**BRIEF**: Until the line containing "Input: one rendered" has been reproduced, keep reproducing each line of the material below exactly, starting with the first.

**SOURCE MATERIAL**:

┄┄┄┄┄┄┄┄┄┄┄┄┄┄┄┄┄┄┄┄

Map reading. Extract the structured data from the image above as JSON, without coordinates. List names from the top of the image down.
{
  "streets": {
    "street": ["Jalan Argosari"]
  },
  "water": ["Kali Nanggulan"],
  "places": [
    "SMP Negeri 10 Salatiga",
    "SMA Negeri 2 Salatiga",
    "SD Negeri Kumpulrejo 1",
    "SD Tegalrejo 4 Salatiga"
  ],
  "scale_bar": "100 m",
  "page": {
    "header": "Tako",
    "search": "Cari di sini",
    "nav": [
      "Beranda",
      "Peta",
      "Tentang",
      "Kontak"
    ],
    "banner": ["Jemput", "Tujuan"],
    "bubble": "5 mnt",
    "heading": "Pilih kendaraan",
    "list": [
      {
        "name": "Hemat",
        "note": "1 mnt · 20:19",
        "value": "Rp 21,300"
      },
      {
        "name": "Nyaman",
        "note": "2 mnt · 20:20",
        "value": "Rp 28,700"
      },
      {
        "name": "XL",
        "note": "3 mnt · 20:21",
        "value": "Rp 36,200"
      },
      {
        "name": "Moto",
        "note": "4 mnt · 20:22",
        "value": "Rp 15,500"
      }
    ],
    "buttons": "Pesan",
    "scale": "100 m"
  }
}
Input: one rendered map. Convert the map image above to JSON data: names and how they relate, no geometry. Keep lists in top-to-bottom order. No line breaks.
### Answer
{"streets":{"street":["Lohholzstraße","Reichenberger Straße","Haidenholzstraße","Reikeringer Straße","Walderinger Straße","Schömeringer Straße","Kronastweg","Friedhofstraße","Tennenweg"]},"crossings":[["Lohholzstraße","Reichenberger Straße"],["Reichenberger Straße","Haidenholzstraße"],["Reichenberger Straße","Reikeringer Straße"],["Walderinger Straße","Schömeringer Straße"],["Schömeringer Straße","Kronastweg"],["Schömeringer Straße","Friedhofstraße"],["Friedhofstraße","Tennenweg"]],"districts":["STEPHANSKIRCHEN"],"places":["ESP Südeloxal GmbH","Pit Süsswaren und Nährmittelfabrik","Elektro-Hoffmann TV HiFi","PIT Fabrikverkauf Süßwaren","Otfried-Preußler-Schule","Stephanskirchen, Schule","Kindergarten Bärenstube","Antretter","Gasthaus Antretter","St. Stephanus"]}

┄┄┄┄┄┄┄┄┄┄┄┄┄┄┄┄┄┄┄┄

**PROBLEM SOLUTION**:
Map reading. Extract the structured data from the image above as JSON, without coordinates. List names from the top of the image down.
{
  "streets": {
    "street": ["Jalan Argosari"]
  },
  "water": ["Kali Nanggulan"],
  "places": [
    "SMP Negeri 10 Salatiga",
    "SMA Negeri 2 Salatiga",
    "SD Negeri Kumpulrejo 1",
    "SD Tegalrejo 4 Salatiga"
  ],
  "scale_bar": "100 m",
  "page": {
    "header": "Tako",
    "search": "Cari di sini",
    "nav": [
      "Beranda",
      "Peta",
      "Tentang",
      "Kontak"
    ],
    "banner": ["Jemput", "Tujuan"],
    "bubble": "5 mnt",
    "heading": "Pilih kendaraan",
    "list": [
      {
        "name": "Hemat",
        "note": "1 mnt · 20:19",
        "value": "Rp 21,300"
      },
      {
        "name": "Nyaman",
        "note": "2 mnt · 20:20",
        "value": "Rp 28,700"
      },
      {
        "name": "XL",
        "note": "3 mnt · 20:21",
        "value": "Rp 36,200"
      },
      {
        "name": "Moto",
        "note": "4 mnt · 20:22",
        "value": "Rp 15,500"
      }
    ],
    "buttons": "Pesan",
    "scale": "100 m"
  }
}
Input: one rendered map. Convert the map image above to JSON data: names and how they relate, no geometry. Keep lists in top-to-bottom order. No line breaks.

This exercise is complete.